The Achutan committee had noted in its report that making offers of less than 100% gives rise to inequity. Promoter shareholders can sell their entire stake to the acquirer, but non-promoter shareholders have to be content with a partial sale of their shares if the response to the open offer is larger than the size of the open offer. The committee also noted that 100% offers are the norm in several international jurisdictions.
Also read | Mobis Philipose’s earlier columns
Most Indian companies that have made overseas acquisitions have had to acquire the entire shareholding of the target company. The committee concluded that “there is a very strong case for allowing all public shareholders to obtain a complete exit whenever an open offer is made.” It added that this recommendation “is based on several aspects including sound conceptual underpinnings, international best practices and feedback from the public.”
Achutan is a former presiding officer of the Securities Appellate Tribunal and his committee included 11 other members including representatives from leading investment banks, large companies, law firms, an investor association, an academician and executives from Sebi. Apart from its own deliberations, the committee relied on feedback from the public before making its recommendations. It’s not that all recommendations of all committees are to be always implemented; but considering that Trac had done its homework and given good reasoning for its recommendations, one would imagine that Sebi had good reasons to overrule the one on the open offer size.
Sebi chairman U.K. Sinha has said 100% offers would give overseas acquirers advantage over domestic companies, given the absence of acquisition finance in the country. It’s important to note that the Achutan committee has acknowledged these concerns and said that “the philosophy of equitable and fair treatment of all shareholders should have a primacy over other considerations.”
It should not be forgotten here that the decision to dilute the committee’s main recommendation may not have been taken at Sebi at all. News reports earlier this year said that the finance ministry held consultations on the takeover code with stakeholders, including industry associations. One report by the Press Trust of India even said that the ministry will finalize the changes in the takeover code, and that once it clears the amendments, it is likely to be cleared by Sebi in its next board meeting. Ironically, the committee set up by the finance ministry to review these changes, chaired by chief economic adviser Kaushik Basu, was called takeover regulations advisory committee. The reports also said the finance ministry was coming to a view that 100% offers would make acquisitions expensive, and this recommendation should be reviewed.
Going by these new reports, it does look like Sebi had two committee reports to consider.
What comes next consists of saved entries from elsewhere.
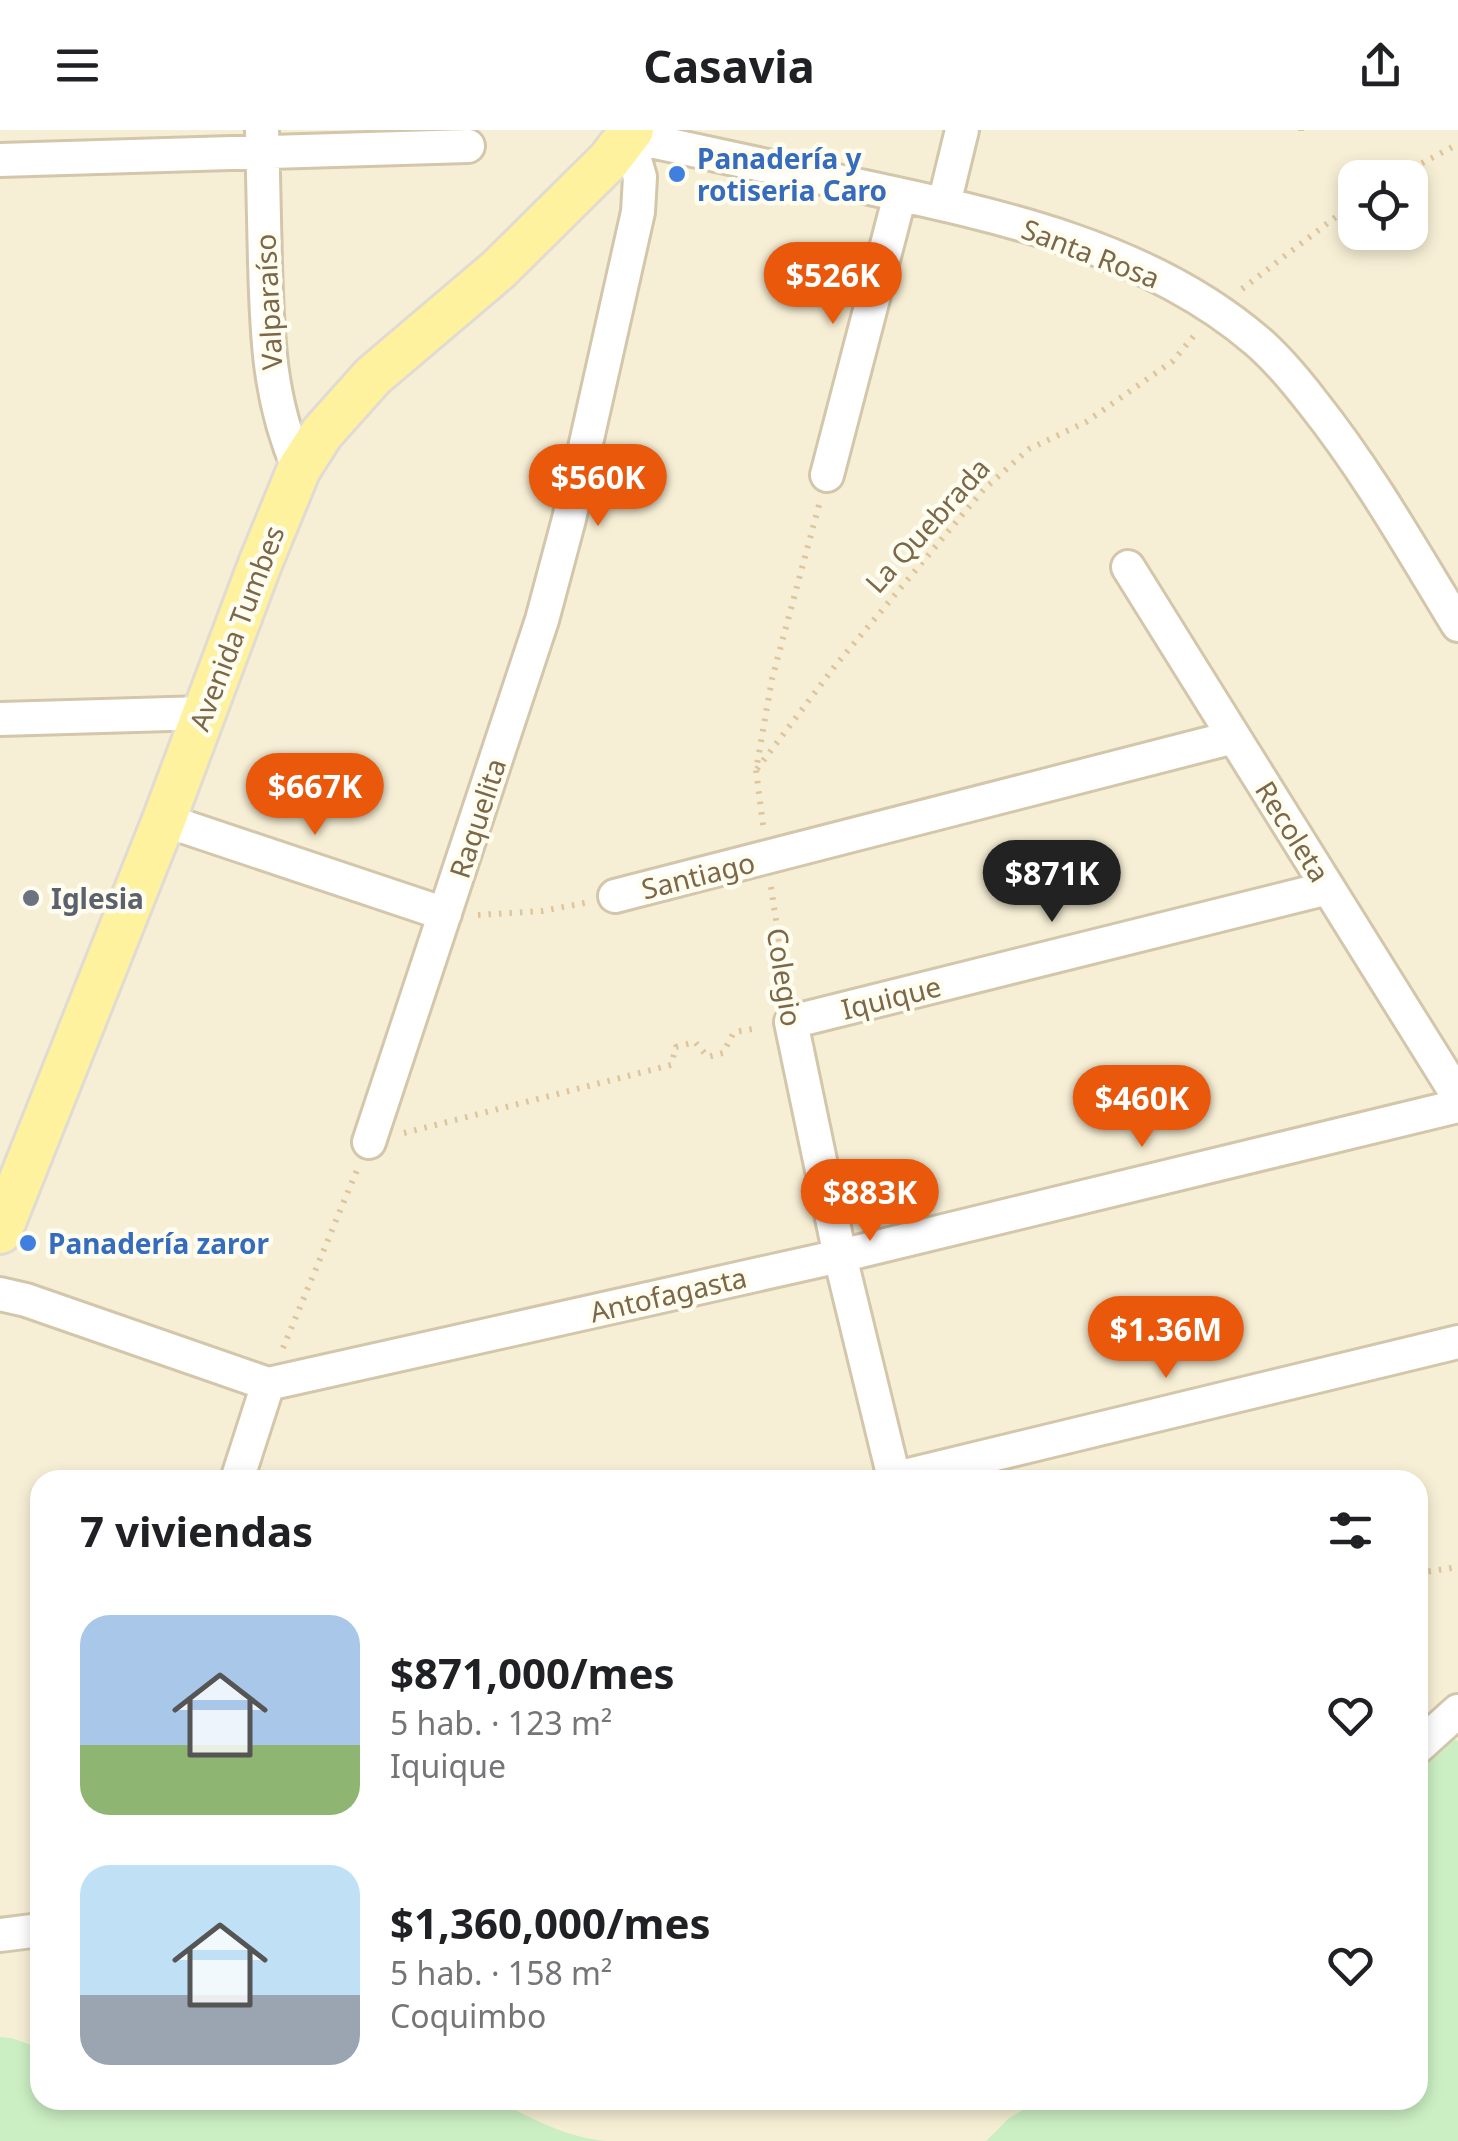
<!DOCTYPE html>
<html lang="es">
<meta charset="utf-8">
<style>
body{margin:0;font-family:"Noto Sans",sans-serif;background:#f2f2f2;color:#202124;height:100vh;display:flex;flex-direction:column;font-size:38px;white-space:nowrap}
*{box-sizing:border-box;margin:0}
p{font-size:32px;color:#757577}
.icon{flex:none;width:55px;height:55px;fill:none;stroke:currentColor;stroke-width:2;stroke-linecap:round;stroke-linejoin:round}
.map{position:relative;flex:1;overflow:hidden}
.sheet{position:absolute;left:30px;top:1340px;width:1398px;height:640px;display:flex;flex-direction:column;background:#fff;border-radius:30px;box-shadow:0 5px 15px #0003}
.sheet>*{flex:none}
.tools{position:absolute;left:1338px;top:30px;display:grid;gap:20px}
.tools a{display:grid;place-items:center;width:90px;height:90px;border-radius:20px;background:#fff;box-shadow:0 5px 15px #0003;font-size:50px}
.price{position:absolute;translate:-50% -85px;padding:0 22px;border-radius:35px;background:#ea580c;color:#fff;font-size:32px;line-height:65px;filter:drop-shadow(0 2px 5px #0008)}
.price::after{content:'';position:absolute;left:50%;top:60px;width:30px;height:22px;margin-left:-15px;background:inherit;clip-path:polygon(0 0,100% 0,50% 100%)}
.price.selected{background:#222;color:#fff}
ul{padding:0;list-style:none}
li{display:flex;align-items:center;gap:30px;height:250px;padding:0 50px}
li span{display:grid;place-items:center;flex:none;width:280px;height:200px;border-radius:30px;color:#555}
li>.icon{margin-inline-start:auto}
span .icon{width:120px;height:120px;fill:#fffc;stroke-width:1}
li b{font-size:42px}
h2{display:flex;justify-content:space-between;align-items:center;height:120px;padding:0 50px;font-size:42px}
header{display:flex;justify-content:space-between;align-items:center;height:130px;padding:0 50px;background:#fff;font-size:45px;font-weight:700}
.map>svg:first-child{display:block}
.residential{fill:#f7efd5;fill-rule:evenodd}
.green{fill:#cbefc3}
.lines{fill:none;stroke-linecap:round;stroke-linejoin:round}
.minor-casing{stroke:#d3c6ab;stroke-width:38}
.major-casing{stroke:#e0dbd3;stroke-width:48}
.path{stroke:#ddc59e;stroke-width:6;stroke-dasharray:2.5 8;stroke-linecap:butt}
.minor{stroke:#fff;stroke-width:32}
.major{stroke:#fff29e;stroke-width:42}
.shop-dot{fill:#3f7fe0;stroke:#fffdf0;stroke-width:4}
.worship-dot{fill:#6b7280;stroke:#fffdf0;stroke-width:4}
.labels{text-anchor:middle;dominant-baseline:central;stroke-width:9;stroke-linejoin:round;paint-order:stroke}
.shop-label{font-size:28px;font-weight:bold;fill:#366cbe;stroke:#fffdf0;text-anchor:start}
.street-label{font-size:28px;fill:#7c6748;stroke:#fffdf0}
.worship-label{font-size:28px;font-weight:bold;fill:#5b616d;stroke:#fffdf0;text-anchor:start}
</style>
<header><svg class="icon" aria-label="menu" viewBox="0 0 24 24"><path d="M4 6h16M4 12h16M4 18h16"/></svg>Casavia<svg class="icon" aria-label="share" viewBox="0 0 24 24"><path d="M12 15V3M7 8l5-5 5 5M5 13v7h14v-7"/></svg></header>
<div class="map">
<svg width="1458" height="2011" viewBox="0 0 1458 2011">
<rect width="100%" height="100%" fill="#fefbe7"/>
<!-- residential -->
<path class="residential" d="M0,0H1458V1678L1418,1715V1350H40V1942L0,1939ZM1355,48H1410V102H1355Z
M426,1970H1136L1091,2011H503Z"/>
<!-- green -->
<path class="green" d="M1418,1600L1458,1611V2011H986L1009,1988L1040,1970H1418Z
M0,1907L11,1908L40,1918V1970H496C530,1988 569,2009 608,2011H0Z"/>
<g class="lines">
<!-- minor casing -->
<g class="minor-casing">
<path id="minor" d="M262,0C263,44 264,89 265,133C267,207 269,270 299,339
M628,6C703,22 777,38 851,54C991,84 1145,115 1257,211C1278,229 1296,251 1313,273C1368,342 1412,420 1458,495
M0,30L468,16
M944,74L962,0
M827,345L900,65
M1128,437L1458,966
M0,589L204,583
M164,690L445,784
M615,766L1234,607
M369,1012L542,490L569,389L638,82L640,47L628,6
M0,1164L26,1170L268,1254L840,1126L1458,976
M894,1348L840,1126L791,892L1328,758
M237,1350L268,1254
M888,1350L1458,1212
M1418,1617L1458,1581
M0,1805L40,1800"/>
</g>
<!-- major casing -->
<g class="major-casing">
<path id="major" d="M0,1102L164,690L260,434L299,339L322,303L373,246L499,139L609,30L632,0"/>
</g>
<!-- path -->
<path class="path" d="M1301,1V0
M1394,48L1458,14
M1242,159L1355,72
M757,639L835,536L984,359L1029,319L1086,292L1173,231L1197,202
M763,695L756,640L772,549L819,375
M771,757L787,863
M478,785L542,781L585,773
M404,1003L671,935L676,917L695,912L708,927L723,923L734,902L759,898
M283,1218L357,1040
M1418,1443L1458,1437"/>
<!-- minor -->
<use href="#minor" class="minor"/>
<!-- major -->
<use href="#major" class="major"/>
</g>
<!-- markers -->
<g class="shop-dot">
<circle cx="677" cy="44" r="10"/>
<circle cx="28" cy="1113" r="10"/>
</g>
<circle class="worship-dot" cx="31" cy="768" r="10"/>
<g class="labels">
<!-- shop labels -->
<g class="shop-label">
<text x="697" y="28">Panadería y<tspan x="697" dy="32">rotiseria Caro</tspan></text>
<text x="48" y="1113">Panadería zaror</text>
</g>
<!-- street labels -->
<g class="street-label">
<text transform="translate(1091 123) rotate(21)">Santa Rosa</text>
<text transform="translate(268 172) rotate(-93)">Valparaíso</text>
<text transform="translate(927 395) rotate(-48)">La Quebrada</text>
<text transform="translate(236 498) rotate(-69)">Avenida Tumbes</text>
<text transform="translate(477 688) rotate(-72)">Raquelita</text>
<text transform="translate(1293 701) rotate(58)">Recoleta</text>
<text transform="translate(698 745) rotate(-14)">Santiago</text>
<text transform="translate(785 847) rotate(81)">Colegio</text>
<text transform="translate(891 867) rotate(-14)">Iquique</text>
<text transform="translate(668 1164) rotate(-13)">Antofagasta</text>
</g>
<!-- worship labels -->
<g class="worship-label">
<text x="51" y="768">Iglesia</text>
</g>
</g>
</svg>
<div class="tools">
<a><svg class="icon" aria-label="locate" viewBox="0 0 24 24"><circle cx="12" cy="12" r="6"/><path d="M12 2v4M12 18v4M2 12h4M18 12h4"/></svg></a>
</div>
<b class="price" style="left:833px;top:197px">$526K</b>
<b class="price" style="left:598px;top:399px">$560K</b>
<b class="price" style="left:315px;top:708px">$667K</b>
<b class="price selected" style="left:1052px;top:795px">$871K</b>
<b class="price" style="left:1142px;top:1020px">$460K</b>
<b class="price" style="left:870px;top:1114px">$883K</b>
<b class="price" style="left:1166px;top:1251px">$1.36M</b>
<section class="sheet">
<h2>7 viviendas<svg class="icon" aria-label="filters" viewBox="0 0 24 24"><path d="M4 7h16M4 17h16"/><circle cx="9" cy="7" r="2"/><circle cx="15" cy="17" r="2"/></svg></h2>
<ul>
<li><span style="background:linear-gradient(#a9c7e8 65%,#8fb573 0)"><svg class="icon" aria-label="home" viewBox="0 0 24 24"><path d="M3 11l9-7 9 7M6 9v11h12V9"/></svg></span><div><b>$871,000/mes</b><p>5 hab. · 123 m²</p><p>Iquique</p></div><svg class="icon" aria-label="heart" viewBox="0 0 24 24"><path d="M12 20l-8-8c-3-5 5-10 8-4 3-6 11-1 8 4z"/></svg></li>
<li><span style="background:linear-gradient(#bfe0f5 65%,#9aa5b1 0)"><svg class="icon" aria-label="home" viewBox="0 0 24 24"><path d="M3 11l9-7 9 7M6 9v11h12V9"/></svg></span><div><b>$1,360,000/mes</b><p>5 hab. · 158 m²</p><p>Coquimbo</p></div><svg class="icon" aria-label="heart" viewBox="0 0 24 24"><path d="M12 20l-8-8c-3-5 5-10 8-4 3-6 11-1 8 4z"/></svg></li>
</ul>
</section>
</div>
Of course, we don’t know if the second committee submitted a report, but its recommendations seem to have carried more weight. As mentioned earlier in this column, this works against the autonomy of Sebi, which was established as an independent regulator around 20 years ago.
The first committee took feedback from the public before making its recommendations. Its report was then put out for public comments by Sebi. For the finance ministry to step in and say that we will hold fresh consultations with stakeholders is a farce.
In the process, an opportunity to make India’s takeover regulations fair and equitable and bring them closer to international standards has been squandered.